Rookie Bruce Miller is being given every opportunity to win a spot on the roster and to perhaps bump 10-year veteran Moran Norris off of it. Miller was sent into Saturday's game against the Raiders ahead of Norris, and he promises to get even more playing time in two days against the Texans.
"I knew I was going to get in their early. I just had to get in and make the best of my opportunities," said Miller, who is converting from defensive end. "I think I did well. But I'm my biggest critic and we have a long way to go."
Miller's highlights included a swing pass from buddy Colin Kaepernick, which he took up the sideline for nine yards and a first down. Perhaps more important to coaches, Miller also stood up Raiders defensive end Richard Seymour, a six-time pro bowler on a blocking assignment.

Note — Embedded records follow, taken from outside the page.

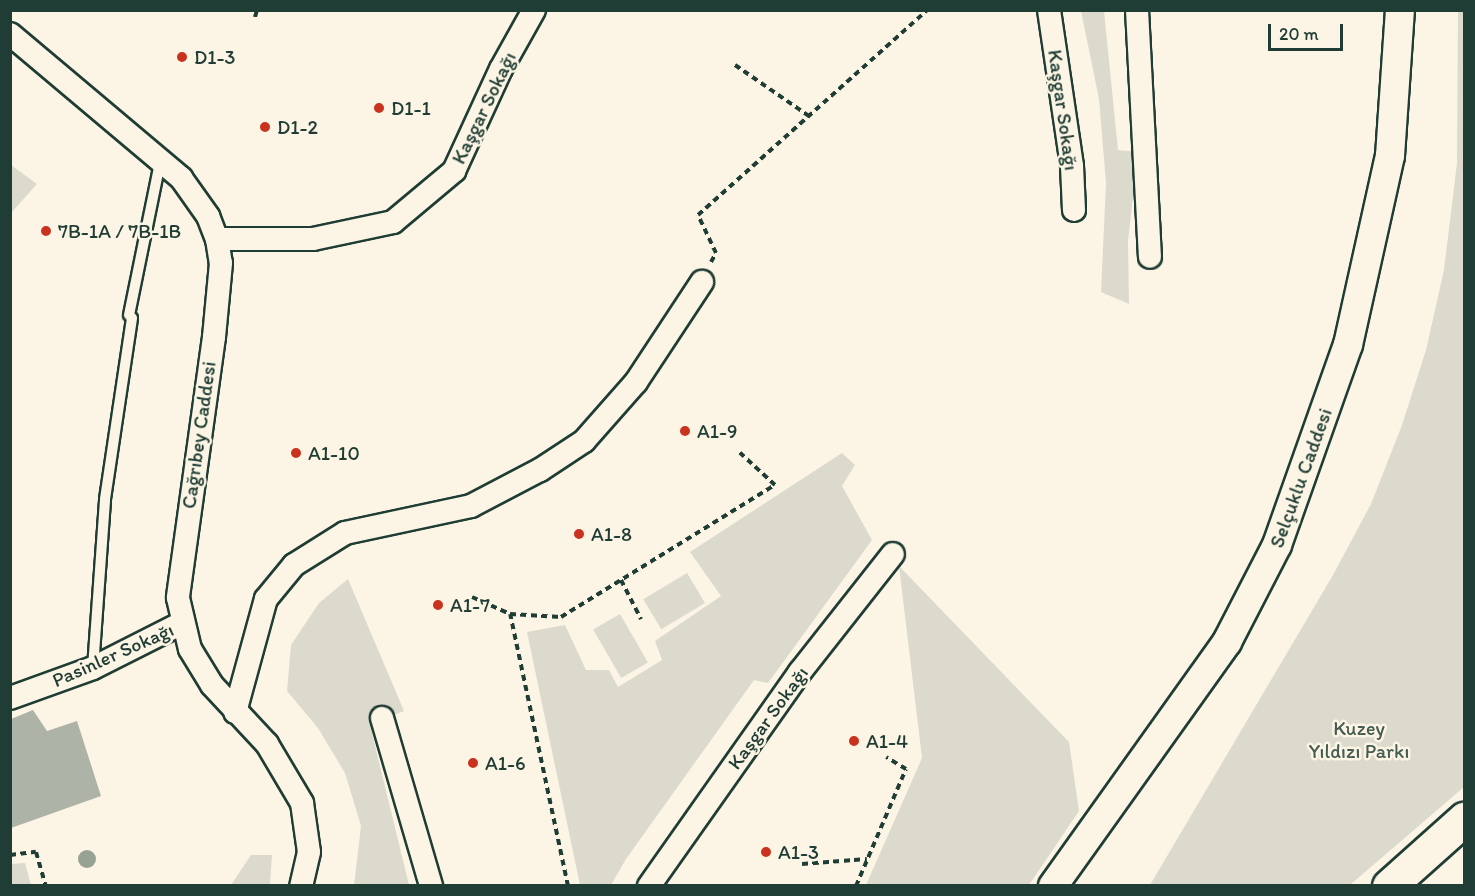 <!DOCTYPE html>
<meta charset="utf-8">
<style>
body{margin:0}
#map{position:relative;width:1475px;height:896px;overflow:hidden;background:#fcf5e5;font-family:Itim,sans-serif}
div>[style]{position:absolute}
.green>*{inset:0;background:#dcdacc;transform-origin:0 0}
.water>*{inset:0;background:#aeb3a7}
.path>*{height:4px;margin-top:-2px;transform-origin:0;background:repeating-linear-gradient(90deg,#1f3d34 0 6px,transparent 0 10.5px)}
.roads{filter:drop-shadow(2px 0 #1f3d34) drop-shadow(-2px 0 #1f3d34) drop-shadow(0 2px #1f3d34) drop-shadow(0 -2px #1f3d34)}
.service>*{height:10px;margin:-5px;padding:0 5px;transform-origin:5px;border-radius:5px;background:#fcf5e5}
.minor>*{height:22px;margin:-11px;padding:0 11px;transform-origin:11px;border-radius:11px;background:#fcf5e5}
.tertiary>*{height:28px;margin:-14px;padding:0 14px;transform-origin:14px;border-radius:14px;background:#fcf5e5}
.trunk>*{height:33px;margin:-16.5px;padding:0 16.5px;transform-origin:16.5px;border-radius:16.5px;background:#fcf5e5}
.trees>*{width:18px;height:18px;margin:-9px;border-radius:50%;background:#97a194}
.dots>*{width:16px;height:16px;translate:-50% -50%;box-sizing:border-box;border:3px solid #fcf5e5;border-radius:50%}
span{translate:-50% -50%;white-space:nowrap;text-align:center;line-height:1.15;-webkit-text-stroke:5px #fcf5e5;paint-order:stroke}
.poi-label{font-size:20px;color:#1f3d34}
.left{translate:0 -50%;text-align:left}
.street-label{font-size:20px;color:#1f3d34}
.park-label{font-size:20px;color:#455c52}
.frame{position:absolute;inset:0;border:12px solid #1f3d34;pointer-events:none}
.scale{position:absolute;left:1268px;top:24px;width:75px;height:27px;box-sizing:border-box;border:3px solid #1f3d34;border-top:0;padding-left:8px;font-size:18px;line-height:21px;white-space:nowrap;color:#1f3d34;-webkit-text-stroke:4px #fcf5e5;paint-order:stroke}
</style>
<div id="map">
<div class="green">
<i style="clip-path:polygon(1081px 11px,1104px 11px,1118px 150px,1138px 152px,1128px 241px,1129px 304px,1101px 292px,1106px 183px,1099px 99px)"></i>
<i style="clip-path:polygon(1458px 11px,1464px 11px,1464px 787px,1350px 885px,1150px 885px,1333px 575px,1371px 504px,1402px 425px,1426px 350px,1444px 270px,1457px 163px)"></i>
<i style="clip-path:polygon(11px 165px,37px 184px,12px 212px,10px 211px)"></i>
<i style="clip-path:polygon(842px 453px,855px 465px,842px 486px,872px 540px,768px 683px,754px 680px,626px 859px,611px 885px,580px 885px,527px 632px,565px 625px,586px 670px,609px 670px,618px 687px,662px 660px,655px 641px,721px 596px,690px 552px)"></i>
<i style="clip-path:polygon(899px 566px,1069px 742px,1079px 811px,1029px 885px,866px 885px,922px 758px)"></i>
<i style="left:687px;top:573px;width:35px;height:51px;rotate:59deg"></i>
<i style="clip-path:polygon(348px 579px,404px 711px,370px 725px,409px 885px,354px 885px,361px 826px,345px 773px,318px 728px,287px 691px,291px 645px,319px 603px)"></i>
<i style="left:620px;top:614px;width:56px;height:31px;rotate:60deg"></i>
<i style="clip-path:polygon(251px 855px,272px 855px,270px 885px,231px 885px)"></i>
<i style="clip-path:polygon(25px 863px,31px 885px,11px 885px,11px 864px)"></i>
</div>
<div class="water">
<i style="clip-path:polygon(33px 710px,47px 731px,77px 721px,101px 796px,11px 828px,11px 719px)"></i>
</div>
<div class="path">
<i style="left:255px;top:17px;width:7px;rotate:-74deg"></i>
<i style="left:735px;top:65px;width:90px;rotate:34.6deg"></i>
<i style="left:711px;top:262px;width:10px;rotate:-61deg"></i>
<i style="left:716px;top:253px;width:42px;rotate:-115.3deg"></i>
<i style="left:698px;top:215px;width:307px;rotate:-41.8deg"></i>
<i style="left:621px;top:580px;width:44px;rotate:62.9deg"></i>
<i style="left:472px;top:597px;width:42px;rotate:24.1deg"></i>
<i style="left:10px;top:855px;width:26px;rotate:-7deg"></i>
<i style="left:36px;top:852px;width:35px;rotate:74deg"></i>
<i style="left:802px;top:864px;width:65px;rotate:-4.4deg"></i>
<i style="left:568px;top:886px;width:278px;rotate:-102deg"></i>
<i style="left:510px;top:614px;width:51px;rotate:3.4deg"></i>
<i style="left:561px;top:617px;width:251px;rotate:-31.7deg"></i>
<i style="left:775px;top:485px;width:52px;rotate:-137.4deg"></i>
<i style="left:856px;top:886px;width:127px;rotate:-66.9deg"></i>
<i style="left:906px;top:769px;width:23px;rotate:-149deg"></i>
</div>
<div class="roads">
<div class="service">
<i style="left:129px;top:315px;width:156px;rotate:-78.5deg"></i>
<i style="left:93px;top:668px;width:169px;rotate:-85.9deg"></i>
<i style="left:105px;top:499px;width:183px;rotate:-81.5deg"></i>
</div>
<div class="minor">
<i style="left:1049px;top:10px;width:158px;rotate:81.6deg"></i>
<i style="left:1072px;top:166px;width:44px;rotate:87.4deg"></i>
<i style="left:1137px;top:10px;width:247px;rotate:87deg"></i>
<i style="left:10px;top:34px;width:224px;rotate:40.1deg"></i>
<i style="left:181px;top:178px;width:47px;rotate:54.6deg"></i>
<i style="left:208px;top:216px;width:25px;rotate:69deg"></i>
<i style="left:217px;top:239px;width:24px;rotate:81deg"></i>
<i style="left:221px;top:263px;width:74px;rotate:95.4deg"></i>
<i style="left:214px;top:337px;width:263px;rotate:97.9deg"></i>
<i style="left:178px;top:598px;width:52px;rotate:76.8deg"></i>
<i style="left:190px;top:649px;width:42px;rotate:58.6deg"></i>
<i style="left:212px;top:685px;width:81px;rotate:47deg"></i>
<i style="left:267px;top:744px;width:69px;rotate:59.3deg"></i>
<i style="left:302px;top:803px;width:49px;rotate:81.9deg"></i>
<i style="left:309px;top:852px;width:35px;rotate:103deg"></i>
<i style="left:217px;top:239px;width:96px"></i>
<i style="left:313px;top:239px;width:82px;rotate:-12deg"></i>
<i style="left:393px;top:222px;width:80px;rotate:-39.9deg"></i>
<i style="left:454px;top:171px;width:112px;rotate:-65.3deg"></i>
<i style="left:501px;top:69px;width:68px;rotate:-60.8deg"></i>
<i style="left:10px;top:698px;width:88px;rotate:-19.9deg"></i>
<i style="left:93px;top:668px;width:100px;rotate:-26.8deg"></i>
<i style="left:235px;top:712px;width:117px;rotate:-74.7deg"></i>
<i style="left:266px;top:599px;width:44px;rotate:-50.5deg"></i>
<i style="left:294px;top:565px;width:60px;rotate:-32.1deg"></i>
<i style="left:345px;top:533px;width:129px;rotate:-12.1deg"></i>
<i style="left:471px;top:506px;width:78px;rotate:-27.6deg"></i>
<i style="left:540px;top:470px;width:53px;rotate:-33.4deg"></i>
<i style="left:584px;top:441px;width:79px;rotate:-48.6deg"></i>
<i style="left:636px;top:382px;width:120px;rotate:-56.6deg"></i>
<i style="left:382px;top:718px;width:175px;rotate:73.7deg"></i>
<i style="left:649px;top:886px;width:262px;rotate:-54.8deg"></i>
<i style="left:800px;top:672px;width:150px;rotate:-51.8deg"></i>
</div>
<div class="tertiary">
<i style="left:1053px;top:886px;width:300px;rotate:-54.5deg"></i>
<i style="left:1227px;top:642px;width:109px;rotate:-62.7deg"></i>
<i style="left:1277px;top:545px;width:212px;rotate:-70.5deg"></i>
<i style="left:1348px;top:345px;width:194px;rotate:-77.5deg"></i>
<i style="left:1390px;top:156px;width:146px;rotate:-86.1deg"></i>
</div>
<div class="trunk">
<i style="left:1389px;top:886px;width:101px;rotate:-41.8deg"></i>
</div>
</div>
<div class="trees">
<i style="left:87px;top:859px"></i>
</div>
<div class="dots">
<i style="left:182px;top:57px;background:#c8321e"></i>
<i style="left:379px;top:108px;background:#c8321e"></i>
<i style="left:265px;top:127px;background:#c8321e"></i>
<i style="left:46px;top:231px;background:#c8321e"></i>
<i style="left:685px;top:431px;background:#c8321e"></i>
<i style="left:296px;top:453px;background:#c8321e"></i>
<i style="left:579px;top:534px;background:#c8321e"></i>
<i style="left:438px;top:605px;background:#c8321e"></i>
<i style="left:854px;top:741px;background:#c8321e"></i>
<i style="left:473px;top:763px;background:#c8321e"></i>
<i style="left:766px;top:852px;background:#c8321e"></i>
</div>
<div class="poi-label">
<span class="left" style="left:194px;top:57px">D1-3</span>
<span class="left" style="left:391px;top:108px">D1-1</span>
<span class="left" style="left:277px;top:127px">D1-2</span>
<span class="left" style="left:58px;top:231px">7B-1A / 7B-1B</span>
<span class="left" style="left:697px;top:431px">A1-9</span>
<span class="left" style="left:308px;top:453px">A1-10</span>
<span class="left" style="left:591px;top:534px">A1-8</span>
<span class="left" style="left:450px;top:605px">A1-7</span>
<span class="left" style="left:866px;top:741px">A1-4</span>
<span class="left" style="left:485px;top:763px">A1-6</span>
<span class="left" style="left:778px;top:852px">A1-3</span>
</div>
<div class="street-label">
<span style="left:484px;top:108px;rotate:-64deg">Kaşgar Sokağı</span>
<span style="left:1063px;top:110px;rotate:82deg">Kaşgar Sokağı</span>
<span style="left:199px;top:435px;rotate:-82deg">Cağrıbey Caddesi</span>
<span style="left:1301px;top:478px;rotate:-70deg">Selçuklu Caddesi</span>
<span style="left:113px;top:655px;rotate:-24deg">Pasinler Sokağı</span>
<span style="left:768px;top:718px;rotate:-54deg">Kaşgar Sokağı</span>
</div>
<div class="park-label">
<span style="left:1359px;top:740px">Kuzey<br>Yıldızı Parkı</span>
</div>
<div class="frame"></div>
<div class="scale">20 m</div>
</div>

The 49ers have three options. They can keep Norris and not Miller, a seventh-round pick. They can both Miller and Norris, or they can keep the rookie and cut the veteran. Miller is faster and more fluid than Norris, 33, and would allow the 49ers to be more versatile on offense. Norris, however, has more experience at what a fullback primarily needs to be good at - blocking.
Miller said that part of the game has been more complicated than he expected when told he was moving to fullback. In fact, learning how to be a pass catcher - counter intuitive for a defensive end - has been easy in comparison to the intricacies of blocking.

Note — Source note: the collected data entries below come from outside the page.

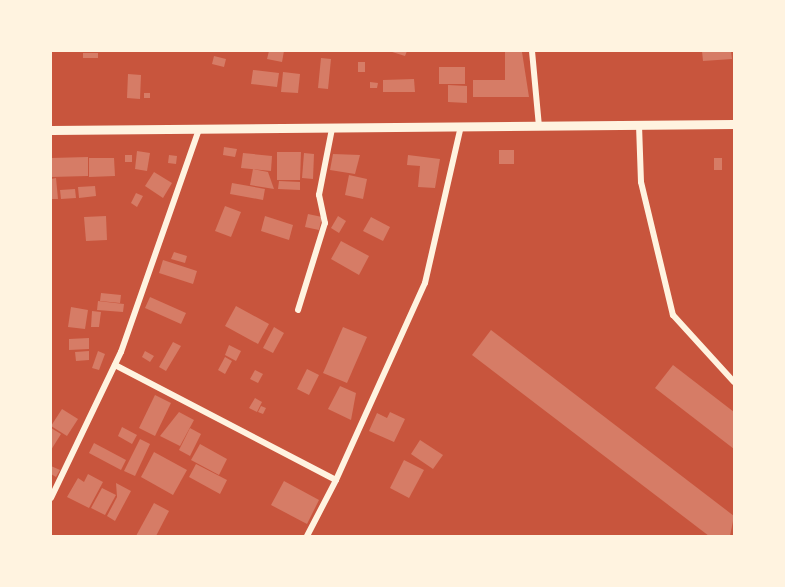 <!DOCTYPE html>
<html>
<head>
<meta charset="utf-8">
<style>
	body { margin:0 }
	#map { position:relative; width:785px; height:587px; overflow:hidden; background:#c8553d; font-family:Montserrat,sans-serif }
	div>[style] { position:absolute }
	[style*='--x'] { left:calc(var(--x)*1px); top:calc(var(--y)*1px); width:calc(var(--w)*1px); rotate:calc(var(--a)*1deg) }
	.building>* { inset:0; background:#d67c66 }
	.minor>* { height:6px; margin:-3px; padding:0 3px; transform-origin:3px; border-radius:3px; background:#fff3e0 }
	.primary>* { height:9px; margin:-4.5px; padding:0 4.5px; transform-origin:4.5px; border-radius:4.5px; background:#fff3e0 }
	span { translate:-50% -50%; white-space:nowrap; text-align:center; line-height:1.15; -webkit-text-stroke:4.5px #fff3e0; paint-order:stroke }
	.frame { position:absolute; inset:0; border:52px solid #fff3e0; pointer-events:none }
</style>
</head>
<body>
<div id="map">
	<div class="building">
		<div style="clip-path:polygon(269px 51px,284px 51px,282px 62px,267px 59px)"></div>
		<div style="clip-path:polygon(389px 51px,407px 51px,405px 56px)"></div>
		<div style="clip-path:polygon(702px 51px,731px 51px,732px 59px,703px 61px)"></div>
		<div style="clip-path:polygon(505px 52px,522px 52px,529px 97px,473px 97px,473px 80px,505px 80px)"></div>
		<div style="clip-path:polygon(83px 53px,98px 53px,98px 58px,83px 58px)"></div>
		<div style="clip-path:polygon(214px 56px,226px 59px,224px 67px,212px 64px)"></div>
		<div style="clip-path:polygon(321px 58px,331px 59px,328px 89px,318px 88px)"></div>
		<div style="clip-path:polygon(358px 62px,365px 62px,365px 72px,358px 72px)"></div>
		<div style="clip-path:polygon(439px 67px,465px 67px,465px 84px,439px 84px)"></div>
		<div style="clip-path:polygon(253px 70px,279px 73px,277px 87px,251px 84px)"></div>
		<div style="clip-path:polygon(283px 72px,300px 74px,298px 93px,281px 92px)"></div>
		<div style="clip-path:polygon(128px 74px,141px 75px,140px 99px,127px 98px)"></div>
		<div style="clip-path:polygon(414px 79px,415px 92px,383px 92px,383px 80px)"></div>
		<div style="clip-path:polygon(370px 82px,378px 83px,377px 88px,370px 88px)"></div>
		<div style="clip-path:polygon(448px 85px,467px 86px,467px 103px,448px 102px)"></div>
		<div style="clip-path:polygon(144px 93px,150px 93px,150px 98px,144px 98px)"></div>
		<div style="clip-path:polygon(224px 147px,237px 149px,235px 157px,223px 155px)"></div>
		<div style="clip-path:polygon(499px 150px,514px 150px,514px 164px,499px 164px)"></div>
		<div style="clip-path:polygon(137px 151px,150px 153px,147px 171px,135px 169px)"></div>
		<div style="clip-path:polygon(277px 152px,301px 152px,300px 180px,277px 180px)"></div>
		<div style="clip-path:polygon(243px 153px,272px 156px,271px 171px,241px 168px)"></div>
		<div style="clip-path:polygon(304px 153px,314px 154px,313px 179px,302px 178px)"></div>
		<div style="clip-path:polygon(333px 154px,360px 155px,355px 174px,330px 170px)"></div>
		<div style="clip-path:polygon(125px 155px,132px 155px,132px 162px,125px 162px)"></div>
		<div style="clip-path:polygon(169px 155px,177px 156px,176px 164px,168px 163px)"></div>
		<div style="clip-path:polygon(408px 155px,440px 159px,435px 188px,418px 187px,420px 166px,407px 165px)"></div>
		<div style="clip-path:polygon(88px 157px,88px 176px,51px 177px,51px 158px)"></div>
		<div style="clip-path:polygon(89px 158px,114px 158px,115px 176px,89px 177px)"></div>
		<div style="clip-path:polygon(714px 158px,722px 158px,722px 170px,714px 170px)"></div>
		<div style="clip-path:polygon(253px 169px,268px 172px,274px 189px,250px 185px)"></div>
		<div style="clip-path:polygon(154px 172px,172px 183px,163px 198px,145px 186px)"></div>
		<div style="clip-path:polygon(349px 175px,367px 179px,363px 199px,345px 195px)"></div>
		<div style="clip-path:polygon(56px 178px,58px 199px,51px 199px,51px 179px)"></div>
		<div style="clip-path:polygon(279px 181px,300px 182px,300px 190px,278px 189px)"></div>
		<div style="clip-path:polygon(232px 183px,265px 189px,263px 200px,230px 194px)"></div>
		<div style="clip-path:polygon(95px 186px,96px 196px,79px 198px,78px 187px)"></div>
		<div style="clip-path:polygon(75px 189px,76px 198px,61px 199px,60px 190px)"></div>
		<div style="clip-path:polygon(136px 193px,143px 196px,137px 207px,131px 203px)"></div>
		<div style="clip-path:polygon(225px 206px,241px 212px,231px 237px,215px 231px)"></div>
		<div style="clip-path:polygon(308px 214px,322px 217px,319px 230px,305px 227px)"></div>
		<div style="clip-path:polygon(106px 216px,107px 240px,86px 241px,84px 217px)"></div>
		<div style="clip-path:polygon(265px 216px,293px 225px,289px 240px,261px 231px)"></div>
		<div style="clip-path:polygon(338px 216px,346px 221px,339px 233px,331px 228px)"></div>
		<div style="clip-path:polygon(371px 217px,390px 227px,383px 241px,363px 231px)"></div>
		<div style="clip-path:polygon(341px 241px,369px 256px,359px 275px,331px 259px)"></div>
		<div style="clip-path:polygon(174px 252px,187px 256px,185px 263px,171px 259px)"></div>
		<div style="clip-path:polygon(163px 260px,197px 271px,193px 284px,159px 273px)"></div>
		<div style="clip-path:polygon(101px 293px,121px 295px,120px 303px,100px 301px)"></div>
		<div style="clip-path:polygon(150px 297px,186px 313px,181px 324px,145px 308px)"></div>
		<div style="clip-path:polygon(98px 301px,124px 304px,123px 312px,97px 310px)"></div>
		<div style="clip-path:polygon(236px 306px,269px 324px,258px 344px,225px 326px)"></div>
		<div style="clip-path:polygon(71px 307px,88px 310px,85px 329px,68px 327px)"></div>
		<div style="clip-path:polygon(92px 311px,101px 312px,99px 327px,91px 327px)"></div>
		<div style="clip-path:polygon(274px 327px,284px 333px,273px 353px,263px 348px)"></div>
		<div style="clip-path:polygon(343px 327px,367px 337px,347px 383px,323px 373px)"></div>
		<div style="clip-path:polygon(491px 330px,734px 516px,730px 536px,709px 536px,472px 355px)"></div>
		<div style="clip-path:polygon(89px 338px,89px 349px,69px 350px,69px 339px)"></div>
		<div style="clip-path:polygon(173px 342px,181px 346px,166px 371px,159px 367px)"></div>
		<div style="clip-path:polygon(229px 345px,241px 351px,236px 361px,225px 355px)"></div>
		<div style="clip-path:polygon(89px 351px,89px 360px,76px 361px,75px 352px)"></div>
		<div style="clip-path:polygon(98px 351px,105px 354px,99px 370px,92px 368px)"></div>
		<div style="clip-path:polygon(145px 351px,154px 356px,150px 362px,142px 357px)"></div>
		<div style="clip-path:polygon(225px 357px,232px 361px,225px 374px,218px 370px)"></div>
		<div style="clip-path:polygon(673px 365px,734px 412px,734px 449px,655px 388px)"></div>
		<div style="clip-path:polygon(307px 369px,319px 375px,309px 395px,297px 389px)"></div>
		<div style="clip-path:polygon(255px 370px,263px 374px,258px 383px,250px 379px)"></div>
		<div style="clip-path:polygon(340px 386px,356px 393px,351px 420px,328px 409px)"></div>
		<div style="clip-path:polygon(155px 395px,171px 403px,155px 436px,139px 428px)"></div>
		<div style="clip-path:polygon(255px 398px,262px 402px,257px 412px,249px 408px)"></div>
		<div style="clip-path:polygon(261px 406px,266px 408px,263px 414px,258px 412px)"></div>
		<div style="clip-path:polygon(62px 409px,78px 419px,67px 436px,51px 426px)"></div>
		<div style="clip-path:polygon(179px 412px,194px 420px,180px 446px,160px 436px)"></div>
		<div style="clip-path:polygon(390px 412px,405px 419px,394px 442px,369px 431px,377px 413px,387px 418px)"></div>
		<div style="clip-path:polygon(122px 427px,137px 435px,132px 444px,118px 436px)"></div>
		<div style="clip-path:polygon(51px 428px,61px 434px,51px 450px)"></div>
		<div style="clip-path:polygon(190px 428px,201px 434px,190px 456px,179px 450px)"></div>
		<div style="clip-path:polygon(140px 439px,150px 444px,135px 476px,124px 471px)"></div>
		<div style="clip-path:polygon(420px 440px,443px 455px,433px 469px,411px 454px)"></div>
		<div style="clip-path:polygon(94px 443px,126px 460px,121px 470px,89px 453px)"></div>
		<div style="clip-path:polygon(200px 444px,227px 459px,219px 475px,191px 460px)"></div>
		<div style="clip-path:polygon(154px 452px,187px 470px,173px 495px,141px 477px)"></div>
		<div style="clip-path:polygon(404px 460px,424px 470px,409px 498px,390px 488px)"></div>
		<div style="clip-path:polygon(196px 464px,227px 480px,220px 494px,189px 477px)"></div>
		<div style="clip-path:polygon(51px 466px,60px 470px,56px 477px,51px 474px)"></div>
		<div style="clip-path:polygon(88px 474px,103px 482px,89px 508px,67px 497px,78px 478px,84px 482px)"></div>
		<div style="clip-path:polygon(284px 481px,319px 500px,307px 524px,271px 505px)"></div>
		<div style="clip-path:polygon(116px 483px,131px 491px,115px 521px,107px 516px,117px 497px)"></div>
		<div style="clip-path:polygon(102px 488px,116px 495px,105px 515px,91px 508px)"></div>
		<div style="clip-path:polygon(154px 503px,169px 511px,156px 536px,136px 536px)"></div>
	</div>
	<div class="minor">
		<div style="--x:532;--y:51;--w:76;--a:84.7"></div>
		<div style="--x:639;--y:125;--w:57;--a:88"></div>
		<div style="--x:641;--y:182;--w:137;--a:76.5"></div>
		<div style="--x:673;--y:315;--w:91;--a:47.7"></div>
		<div style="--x:298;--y:310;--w:91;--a:-72.8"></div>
		<div style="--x:325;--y:223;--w:29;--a:-102"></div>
		<div style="--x:319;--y:195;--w:67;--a:-78.9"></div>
		<div style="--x:115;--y:365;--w:249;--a:27.5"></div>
		<div style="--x:336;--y:480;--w:216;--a:-65.7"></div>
		<div style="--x:425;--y:283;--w:161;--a:-77.1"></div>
		<div style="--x:51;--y:498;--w:162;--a:-64.4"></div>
		<div style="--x:121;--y:352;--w:236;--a:-70.7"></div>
		<div style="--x:307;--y:536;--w:63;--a:-62.6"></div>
	</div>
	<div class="primary">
		<div style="--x:51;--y:130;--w:683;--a:-0.5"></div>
	</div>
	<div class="frame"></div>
</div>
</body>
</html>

"Everything - footwork, landmarks, making contact and driving your feet in the guy. All that stuff I'm working on and trying to get better," Miller said. "It's made me have a lot more respect for those guys on the other side of the ball. It's tough to get yourself in the right position to make a block, especially in the pass protection."
The 49ers obviously favor multiple tight end sets over fullbacks, so Delanie Walker has ended up seeing more snaps with the first-team unit than Miller and Norris. I plan to chart their snaps when they play the Texans.
Miller is a carrot top. He's got a mop of curly red hair and a full beard to anchor it. This, of course, has led to a number of nicknames over the years. "I've heard it all," said Miller, noting that "Big Red" and "Redbeard" have been popular. Outside linebacker Parys Haralson called him "Dirty Red" the other day. His nickname at Central Florida - and the one I think is the best - was "Diablo Rojo."